Experts pooh-pooh claims of another animal spotted in Hoan Kiem Lake
Members of a rescue team stand around a giant freshwater turtle after successfully capturing it in Hanoi's Hoan Kiem Lake last Sunday (April 3). The state established a team of animal experts, veterinarians and conservation workers to capture the rare turtle and administer treatment.
Controversy has given way to mystery following the capture of the turtle with legendary status in Hanoi's Hoan Kiem Lake last Sunday.
It is said that while they were trying to capture the ailing turtle, workers spotted another giant creature surface several times, but foreign experts have expressed strong skepticism about the possibility, calling it "wishful thinking."
As medical treatment gets underway for the captured turtle, scientists say the only hope of sustaining the species and the legend is to have a male turtle in another lake west of Hanoi be taken to China where it can mate with the only female alive.
Most experts believe the Hoan Kiem turtle belongs to a species called Rafetus swinhoei - of which only four members are believed to be left in the world. One lives in the Dong Mo Lake in the west of Hanoi, while two others are being raised in captivity in China.
Meanwhile, Nguyen Ngoc Khoi, general director of KAT, a local company hired to capture the Hoan Kiem turtle, told the media this week that his workers had seen another giant creature surfacing at different places.
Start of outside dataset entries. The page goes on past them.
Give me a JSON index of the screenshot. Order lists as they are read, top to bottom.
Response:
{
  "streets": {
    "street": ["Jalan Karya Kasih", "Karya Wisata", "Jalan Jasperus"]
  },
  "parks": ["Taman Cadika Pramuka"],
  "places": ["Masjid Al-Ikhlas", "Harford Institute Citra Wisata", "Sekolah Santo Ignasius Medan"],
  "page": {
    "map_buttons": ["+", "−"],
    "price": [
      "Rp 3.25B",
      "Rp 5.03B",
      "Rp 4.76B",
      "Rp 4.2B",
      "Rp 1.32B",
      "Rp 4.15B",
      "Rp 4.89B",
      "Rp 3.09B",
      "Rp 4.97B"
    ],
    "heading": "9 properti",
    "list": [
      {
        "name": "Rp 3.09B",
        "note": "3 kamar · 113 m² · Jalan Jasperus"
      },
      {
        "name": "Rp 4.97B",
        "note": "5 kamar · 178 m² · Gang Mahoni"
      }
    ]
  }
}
"Thinking that there is another [giant turtle] in the lake is just wishful thinking," said Douglas Hendrie, an American technical advisor from Education for Nature - Vietnam (ENV), the country's largest conservation group. "Some people may want to believe so badly that there is another"¦ in the lake, that they actually convince themselves there is."
"If there is another animal there [in Hoan Kiem Lake], my first question is: how did it get in the lake?" said Timothy McCormack, a coordinator with the Asian Turtle Program. McCormack said that the turtle rescued last Sunday has been photographed for a number of years and it is quite easy to distinguish it because of many injuries found on its head, legs, and elsewhere.
"If there is a new animal in there, I find it very hard to believe it has been hiding for ten, twenty or forty years and just shows itself now. It is more likely that [it] was just recently put in the lake."
Last Sunday, it took at least 50 people, including members of special forces, two hours to net the turtle which was later put in a cage and pulled to a small island in Hoan Kiem Lake. Veterinarians have carried tests to ascertain what is ailing the creature at a makeshift hospital in the lake that was recently expanded and equipped with a small holding tank.
A steering committee has been set up to make decisions about the turtle, believed to be more than a hundred years old, and which weighs around 200kg. The results of the examination are not known.
"Overall, the turtle is doing very well now," said KAT's Khoi.
"I think we'll have to wait and see how serious the injuries are. It looks like a lot of treatment has dealt with the external and visible injuries," McCormack said. "It would be interesting to know if there are any other internal infections."
In recent months the giant creature has made both international and local headlines by surfacing almost twice as frequently as in previous years. Injuries and lesions on its carapace, neck, and legs have been photographed and experts have blamed the lingering pollution and illegal fishing at the lake for the turtle's ailments.
"I really hope that [the treatment] is successful. I hope they will find exactly what is wrong with the turtle," said McCormack.
Both McCormack and ENV's Hendrie concurred that the Hoan Kiem turtle, whose sex is yet to be determined, was too sacred for any kind of breeding program. They pointed instead to the male turtle of the same species living in Dong Mo Lake west of Hanoi.
"Looking at the international breeding program, the animal from Dong Mo would be a perfect candidate. It's quite strong," said McCormack. "Of course people wouldn't want the legend to leave the [Hoan Kiem] lake."
The legend goes that in the 15th century, the turtle handed Emperor Le Loi a magic sword that he used to repel a Chinese invasion. After his victory, Le Loi returned the weapon to the turtle that dived back into the lake with the blade clutched in his mouth. Hoan Kiem literally translates as the "Lake of the Returned Sword."
"For people of older generations like us, the cultural and historical significance of the Hoan Kiem turtle is irrefutable," said Le Chuc, a prominent Hanoian actor and stage director. Chuc said since the turtle was captured, he has dropped by the Hoan Kiem Lake between three to four times everyday to check on it.
"I cannot imagine the day the turtle is not there anymore. Hoan Kiem would be just a lake with water," Chuc said.
"As the world goes through tough times, I pray for the wellbeing of the turtle that is a shining light in this material world."